Com preços mais em conta, as clínicas com planos populares são realmente um atrativo para quem está sem convênio, mas algumas precauções devem ser tomadas para não cair em armadilhas. De acordo com a advogada do consumidor Ragelia Kanawati, é preciso, antes de assinar um contrato de adesão, se atentar para o que diz a lei. E observar que as cláusulas que implicarem na limitação de direito, devem ser redigidas com destaque, para a imediata compreensão.

“Ao assinar o contrato, observe cada cláusula, e observe o período de carência, informado no contrato. Caso deseje cancelar, ele tem o direito de arrependimento no prazo de sete dias corridos”, afirmou Kanawati. Segundo a especialista, o plano coletivo, muito embora pareça vantajoso, é necessário cautela, pois existem cláusulas de inadimplemento que podem afetam todos os beneficiários, uma delas é a respeito da carência.

Cartões garantem descontos

O grupo Prodimagem lançou cartões com pacotes de exames e consultas médicas. São três categorias: blue, master e premium com mensalidades de R$ 80 a R$ 180, respectivamente, cada um com características únicas, além de descontos de até 30% para exames não inclusos na categoria.

A clínica médica Sasmet, localizada no Centro, dispõe do Sasmet Card em que o cliente paga apenas R$ 120 que corresponde a taxa de adesão (R$ 60) e a anuidade (R$ 60). Não há mensalidades. “A renovação do cartão dar-se-á apenas no ano vindouro na sua respectiva data de aniversário de adesão ao plano. No ato da adesão o cliente já faz jus a uma consulta e um retorno gratuito em umas das 11 especialidades que a clínica oferece e já tem imediatamente sem carência a seu dispor o desconto de 30% nos exames laboratoriais, de imagem, incluindo, raio X e ultrassonografia”, disse o gerente administrativo Luiz Cássio Oliveira.

A empresa Dr+ Card oferece quatro opções de planos com mensalidade individual, de R$ 99,90 a R$ 220, e a opção familiar, com no mínimo três pessoas, custando por pessoa de R$ 79,90 a R$ 180.

Busca

Resolução do Conselho Federal de Medicina (CFM) determinou que as clínicas populares terão que ter registro no CFM do estado onde funcionam, assim como seu corpo técnico, incluindo médicos e especialistas.

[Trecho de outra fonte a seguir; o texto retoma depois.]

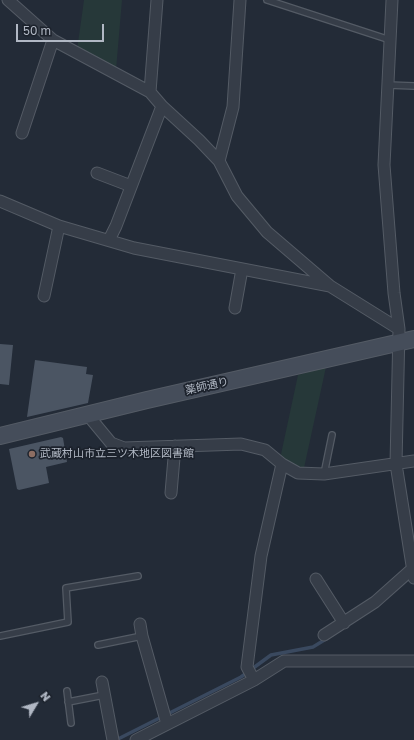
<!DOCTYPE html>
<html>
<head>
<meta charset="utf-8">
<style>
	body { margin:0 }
	#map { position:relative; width:414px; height:740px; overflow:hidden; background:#232b37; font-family:"Golos Text",sans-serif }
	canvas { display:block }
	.north { position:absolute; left:16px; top:684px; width:40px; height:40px; -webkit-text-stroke:3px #1c222c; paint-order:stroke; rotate:52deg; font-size:11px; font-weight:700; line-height:16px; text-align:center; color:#b1b8c4 }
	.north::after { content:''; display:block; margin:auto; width:14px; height:18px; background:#b1b8c4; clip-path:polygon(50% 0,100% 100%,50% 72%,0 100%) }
	.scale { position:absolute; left:16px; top:24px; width:88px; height:18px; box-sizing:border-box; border:2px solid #b1b8c4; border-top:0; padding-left:5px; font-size:12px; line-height:14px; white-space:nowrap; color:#b1b8c4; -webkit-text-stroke:3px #1c222c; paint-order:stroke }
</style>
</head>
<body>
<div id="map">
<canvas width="414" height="740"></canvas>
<div class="north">N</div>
<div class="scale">50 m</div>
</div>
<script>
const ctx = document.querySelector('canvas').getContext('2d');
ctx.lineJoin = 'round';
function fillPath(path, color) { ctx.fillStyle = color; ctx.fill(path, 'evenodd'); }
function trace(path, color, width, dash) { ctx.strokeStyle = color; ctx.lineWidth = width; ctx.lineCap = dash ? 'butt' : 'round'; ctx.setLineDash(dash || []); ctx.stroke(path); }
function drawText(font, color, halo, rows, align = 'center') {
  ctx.font = font + ' "Golos Text","Noto Sans JP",sans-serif'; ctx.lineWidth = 3.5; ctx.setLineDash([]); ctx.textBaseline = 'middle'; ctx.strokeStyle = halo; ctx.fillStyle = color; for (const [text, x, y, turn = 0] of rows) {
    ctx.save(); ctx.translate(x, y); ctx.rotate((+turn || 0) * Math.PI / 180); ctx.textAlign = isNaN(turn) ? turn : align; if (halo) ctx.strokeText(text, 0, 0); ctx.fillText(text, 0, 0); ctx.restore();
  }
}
fillPath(new Path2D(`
	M 84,0 L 122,0 L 116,70 L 77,50 Z
	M 326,367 L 304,468 L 285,462 L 280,459 L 298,375 Z`), '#263839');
trace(new Path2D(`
	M 116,740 L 241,677 L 271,655 L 313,647 L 326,639`), '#3a495f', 3.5);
fillPath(new Path2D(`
	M 0,344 L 13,345 L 9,385 L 0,384 Z
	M 35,360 L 87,367 L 86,374 L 93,375 L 88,403 L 27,417 Z
	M 61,437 L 63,438 L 67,462 L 46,467 L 49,483 L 19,490 L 17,489 L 9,449 Z`), '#4b5563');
const lane = new Path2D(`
	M 267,0 L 390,40
	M 388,85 L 414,86
	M 324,474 L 332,435
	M 0,636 L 68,622 L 66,588 L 138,576
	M 98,645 L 142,636
	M 67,691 L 71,723
	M 68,702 L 104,695`);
const street = new Path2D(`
	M 8,0 L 53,40 L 150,92 L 162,106 L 199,140 L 219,161 L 237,196 L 267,232 L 330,286 L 399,329
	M 392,0 L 384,165 L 394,293 L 399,329 L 396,464 L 414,578
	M 150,92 L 157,0
	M 22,133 L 53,40
	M 219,161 L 233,107 L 240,0
	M 97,173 L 131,186
	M 0,201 L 59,226 L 134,248 L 330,286
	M 109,240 L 116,226 L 162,106
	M 44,296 L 59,226
	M 235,308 L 242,269
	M 87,414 L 111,443 L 124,448 L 241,444 L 265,450 L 282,464 L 298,473 L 324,474 L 414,461
	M 171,493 L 175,446
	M 316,579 L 344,623
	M 140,624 L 142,636 L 167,724
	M 324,635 L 375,602 L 412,569
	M 254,680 L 247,667 L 261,556 L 282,464
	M 102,682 L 113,740
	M 136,740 L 254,680 L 284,661 L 414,661`);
const secondary = new Path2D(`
	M 0,436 L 147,400 L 414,339`);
trace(lane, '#545b65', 8);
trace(street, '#545b65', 13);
trace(secondary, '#545b65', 18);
trace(lane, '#363d48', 5.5);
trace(street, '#363d48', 11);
trace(secondary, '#454d5a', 16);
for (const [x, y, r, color] of [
	[32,454,4,"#8d6e63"]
]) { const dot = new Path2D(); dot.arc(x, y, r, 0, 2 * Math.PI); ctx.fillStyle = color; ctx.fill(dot); trace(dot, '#1c222c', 1.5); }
drawText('11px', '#b1b8c4', '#1c222c', [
	["薬師通り",207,386,-13]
]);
drawText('11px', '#b1b8c4', '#1c222c', [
	["武蔵村山市立三ツ木地区図書館",40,454]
], 'left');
</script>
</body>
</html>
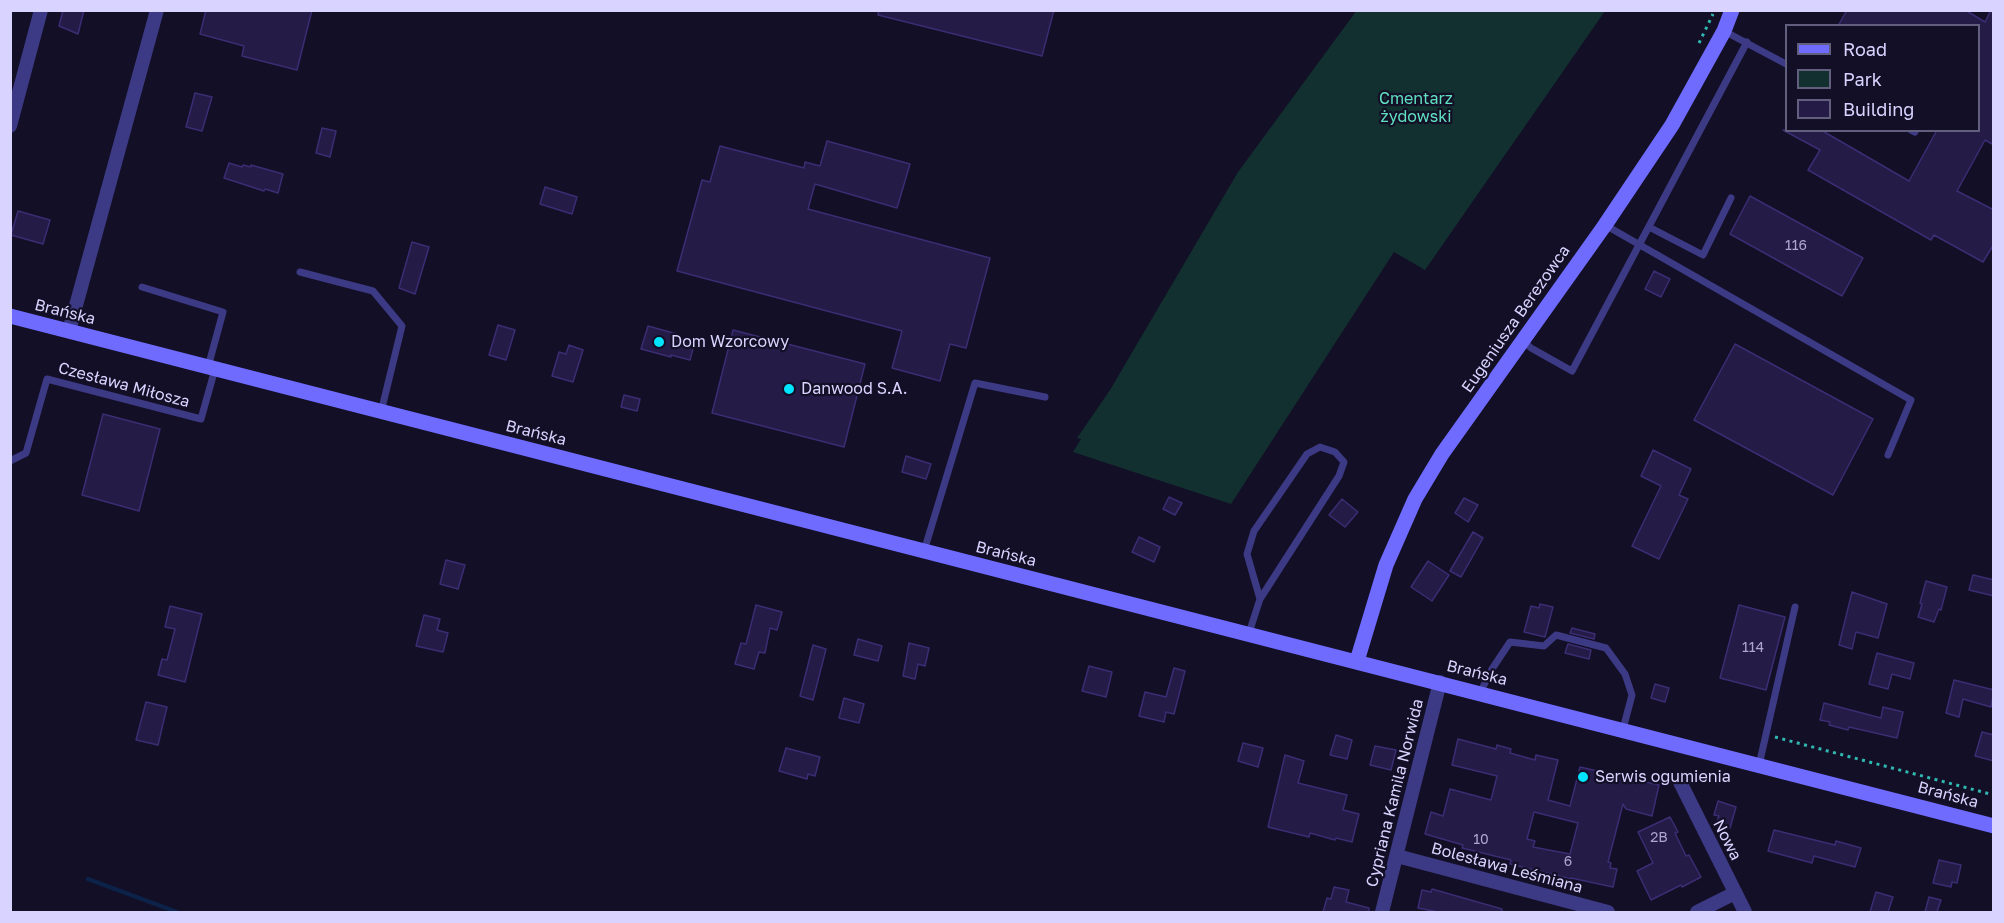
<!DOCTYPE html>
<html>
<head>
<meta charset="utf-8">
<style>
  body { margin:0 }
  #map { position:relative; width:2004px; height:923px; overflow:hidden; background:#130f26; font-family:"Golos Text",sans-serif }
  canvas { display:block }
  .frame { position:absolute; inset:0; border:12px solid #d9d4ff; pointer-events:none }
  .legend { position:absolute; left:1785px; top:24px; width:195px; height:108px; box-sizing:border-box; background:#130f26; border:2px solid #625e7d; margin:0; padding:8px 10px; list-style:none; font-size:18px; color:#d9d4ff }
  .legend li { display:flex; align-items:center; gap:12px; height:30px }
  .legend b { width:30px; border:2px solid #625e7d }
</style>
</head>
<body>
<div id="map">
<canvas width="2004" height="923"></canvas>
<div class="frame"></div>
<ul class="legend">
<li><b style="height:8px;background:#6f6bff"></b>Road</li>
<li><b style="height:16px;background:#12302f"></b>Park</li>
<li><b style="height:16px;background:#241b47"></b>Building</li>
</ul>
</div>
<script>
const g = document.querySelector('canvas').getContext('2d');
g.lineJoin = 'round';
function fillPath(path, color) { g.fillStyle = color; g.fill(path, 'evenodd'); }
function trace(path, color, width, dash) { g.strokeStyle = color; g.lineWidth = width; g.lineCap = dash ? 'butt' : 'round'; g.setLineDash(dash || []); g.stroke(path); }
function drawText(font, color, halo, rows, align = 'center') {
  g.font = font + ' "Golos Text",sans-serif'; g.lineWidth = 4.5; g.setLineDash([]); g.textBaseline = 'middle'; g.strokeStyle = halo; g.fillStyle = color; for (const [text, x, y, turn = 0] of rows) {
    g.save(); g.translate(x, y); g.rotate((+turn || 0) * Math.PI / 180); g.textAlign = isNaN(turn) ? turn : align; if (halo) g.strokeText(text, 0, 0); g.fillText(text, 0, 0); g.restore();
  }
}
fillPath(new Path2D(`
  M1357 10 1605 11 1425 270 1394 252 1231 504 1073 452 1081 439 1077 438 1110 390 1238 172Z`), '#12302f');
trace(new Path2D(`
  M88 879 177 912`), '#0c2248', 4.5);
const building = new Path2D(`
  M63 10H84L78 34 59 26Z
  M206 10H312L297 70 242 56 244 46 200 34Z
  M879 10H1054L1042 56 878 15Z
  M1847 10H1965L1985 22 1991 10H1994V145L1985 140 1957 191 1994 210V244L1983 262 1934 235 1931 240 1808 170 1820 150 1783 130H1821L1909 181 1937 130H1978V26H1838Z
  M195 93 212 97 202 131 186 127Z
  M322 128 336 131 330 157 316 153Z
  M827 141 910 164 897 208 815 184 808 209 990 258 966 348 950 344 940 381 892 368 902 331 677 271 702 180 710 182 720 146 804 168 805 162 820 166Z
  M229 163 242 167 243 165 251 167V165L283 174 278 193 265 189 264 191 224 178Z
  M545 187 577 197 572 214 540 204Z
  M1750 196 1863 258 1842 296 1730 234Z
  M18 211 50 220 43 244 11 235Z
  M412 242 429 247 415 294 399 288Z
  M1654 271 1670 279 1661 297 1645 289Z
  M498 325 515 330 506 360 489 355Z
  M648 326 677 334 675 340 694 345 690 360 671 355V357L641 349Z
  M733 330 865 364 844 447 712 413Z
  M1735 344 1873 419 1833 495 1694 420Z
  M569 345 583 350 573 382 552 376 559 352 566 354Z
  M624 395 640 399 637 411 621 407Z
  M103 414 160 429 139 511 82 495Z
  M1653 450 1691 469 1679 495 1688 499 1659 559 1632 546 1661 486 1641 476Z
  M906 456 931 464 926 479 902 472Z
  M1169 497 1182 503 1175 515 1163 509Z
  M1464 498 1478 505 1468 522 1455 513Z
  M1342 499 1358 512 1345 527 1329 515Z
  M1473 532 1483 538 1461 577 1450 571Z
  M1139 537 1160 547 1154 562 1132 552Z
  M446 560 465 565 458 589 440 584Z
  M1428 561 1449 575 1432 601 1411 587Z
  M1973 575 1994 580V596L1969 590Z
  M1926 581 1947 587 1941 610 1939 609 1934 622 1918 617 1922 604 1920 603Z
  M1852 592 1887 604 1878 638 1856 632 1852 649 1839 645Z
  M1540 604 1553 607 1545 637 1524 632 1531 606 1539 608Z
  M756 605 782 612 777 630 770 628 765 653 759 652 754 669 735 664 741 643 746 644Z
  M1739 605 1785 617 1766 690 1720 678Z
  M170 606 202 614 185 682 158 675 162 659 167 660 175 629 165 627Z
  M424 615 440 619 437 630 448 633 443 652 416 646Z
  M1572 628 1595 634 1594 639 1570 633Z
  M858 639 882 646 878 661 854 655Z
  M909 643 929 648 925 666 918 664 915 679 903 676Z
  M1568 644 1591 650 1589 659 1565 653Z
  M813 645 826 649 813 700 800 696Z
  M1877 653 1914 663 1910 679 1892 674 1888 689 1869 684Z
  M1089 666 1112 672 1106 697 1082 691Z
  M1174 668 1185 671 1174 714 1166 712 1164 722 1139 716 1145 692 1166 697Z
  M1954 680 1994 690 1991 707 1963 699 1959 717 1946 713Z
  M1655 684 1669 688 1665 702 1651 698Z
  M844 698 864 704 859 723 839 718Z
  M146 702 167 707 158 745 136 740Z
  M1824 703 1881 718 1883 707 1903 712 1897 738 1849 727 1848 730 1829 725 1830 722 1820 720Z
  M1982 732 1994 735V761L1975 756Z
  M1336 735 1352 740 1347 759 1330 755Z
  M1458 739 1496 749 1497 745 1511 749 1510 753 1535 760 1536 755 1558 760 1548 800 1570 806 1580 767 1659 785 1652 816 1626 809 1623 804 1608 862 1611 863 1610 868 1617 869 1613 887 1571 878V879L1510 864 1511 860 1462 848 1463 845 1425 834 1431 812 1443 816 1450 789 1491 800 1497 776 1452 765ZM1534 812 1578 823 1570 854 1533 847 1535 841 1527 839Z
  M1243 743 1263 748 1258 767 1238 761Z
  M1375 746 1396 750 1391 770 1370 765Z
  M786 748 820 757 815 776 808 774 807 779 779 771Z
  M1285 755 1304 761 1298 783 1347 795 1343 810 1359 814 1352 842 1336 838 1335 840 1310 833 1309 837 1268 827Z
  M1718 801 1736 807 1730 828 1716 824 1719 816 1714 815Z
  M1670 817 1678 832 1675 833 1686 856 1689 855 1701 877 1682 887 1681 885 1651 900 1637 871 1653 863 1638 832Z
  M1774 830 1835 845 1836 841 1861 848 1855 867 1814 856 1812 863 1768 851Z
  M1939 860 1961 865 1957 883 1952 882 1951 887 1933 883Z
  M1334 887 1349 890 1346 902 1369 908V912H1323L1327 898 1331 899Z
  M1432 889 1502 909V912H1438L1418 908 1422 890 1431 892Z
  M1876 892 1893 897 1888 912H1870Z
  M1929 897 1941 900 1937 912H1925Z`);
fillPath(building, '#241b47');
trace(building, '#3b2d73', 1.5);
trace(new Path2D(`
  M1699 43 1713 14
  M1775 737 1994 795`), '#2fb8b0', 3, [3, 4.5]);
trace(new Path2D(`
  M1724 31 1786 64
  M1911 130 1915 132
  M1605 225 1911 400 1888 455
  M1649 227 1703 255 1731 198
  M300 272 373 291 402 326 381 412
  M142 287 223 312 208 367
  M1522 340 1531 348 1572 371 1747 42
  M10 461 26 453 47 379 201 419 215 369
  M924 551 975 383 1045 397
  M1249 633 1260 599 1339 476 1344 462 1335 452 1320 447 1307 454 1254 531 1247 554 1260 599
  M1480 693 1492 669 1510 642 1544 646 1556 635 1606 648 1625 674 1632 695 1623 729
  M1759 765 1795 607`), '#3d3a85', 7);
trace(new Path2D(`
  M10 126 41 10
  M69 331 157 10
  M1680 782 1745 912
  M1397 856 1608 912
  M1382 912 1440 682
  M1697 912 1735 893`), '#3d3a85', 14);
trace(new Path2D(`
  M10 316 1994 826
  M1357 661 1386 565 1415 499 1442 454 1605 225 1672 125 1724 31 1732 10`), '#6f6bff', 15);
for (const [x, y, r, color] of [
  [659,342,6,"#00e5ff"],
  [789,389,6,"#00e5ff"],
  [1583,777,6,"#00e5ff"]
]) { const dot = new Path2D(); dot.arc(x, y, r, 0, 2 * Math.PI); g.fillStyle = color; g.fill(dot); trace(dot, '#130f26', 2); }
drawText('14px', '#aca6d1', null, [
  ["116",1796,246],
  ["114",1753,648],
  ["2B",1659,838],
  ["10",1481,840],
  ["6",1568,862]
]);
drawText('16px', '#5fe0c0', '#130f26', [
  ["Cmentarz",1416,99],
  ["żydowski",1416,117]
]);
drawText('16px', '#d9d4ff', '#130f26', [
  ["Brańska",65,312,14],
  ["Eugeniusza Berezowca",1516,319,-55],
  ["Czesława Miłosza",124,385,15],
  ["Brańska",536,433,14],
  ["Brańska",1006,554,14],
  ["Brańska",1477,673,14],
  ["Cypriana Kamila Norwida",1395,793,-76],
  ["Brańska",1948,795,15],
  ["Nowa",1727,840,63],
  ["Bolesława Leśmiana",1507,868,15]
]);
drawText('16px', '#d9d4ff', '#130f26', [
  ["Dom Wzorcowy",671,342],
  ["Danwood S.A.",801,389],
  ["Serwis ogumienia",1595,777]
], 'left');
</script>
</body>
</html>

A publicidade também fica impedida de divulgar valores.

Saiba+

De acordo com a Agência Nacional de Saúde Suplementar quem já se registrou como microempreendedor individual e contratou plano de saúde coletivo, mas não exerce atividade empresarial, poderá ter o contrato rescindido. Cabe às operadoras fazer esta verificação na data de aniversário do plano e, se for o caso, enviar a notificação da rescisão com 60 dias de antecedência.

Opinião

A aposentada Raimunda Cezar pagou plano de saúde por mais de 20 anos e agora utiliza os serviços das clínicas populares. “O SUS não consegue atender a demanda da população, principalmente, as especialidades. Tenho o tímpano (membrana do ouvido) perfurado e em caso de inflamações vou ao otorrinolaringologista. As consultas a preços populares atendem as minhas expectativas, não tem que esperar semanas ou até meses para a consulta e já fui muito bem atendida pelos médicos”, disse.

Segundo ela, é possível poupar o dinheiro que iria para um plano de saúde particular e investir em consultas, exames e remédios.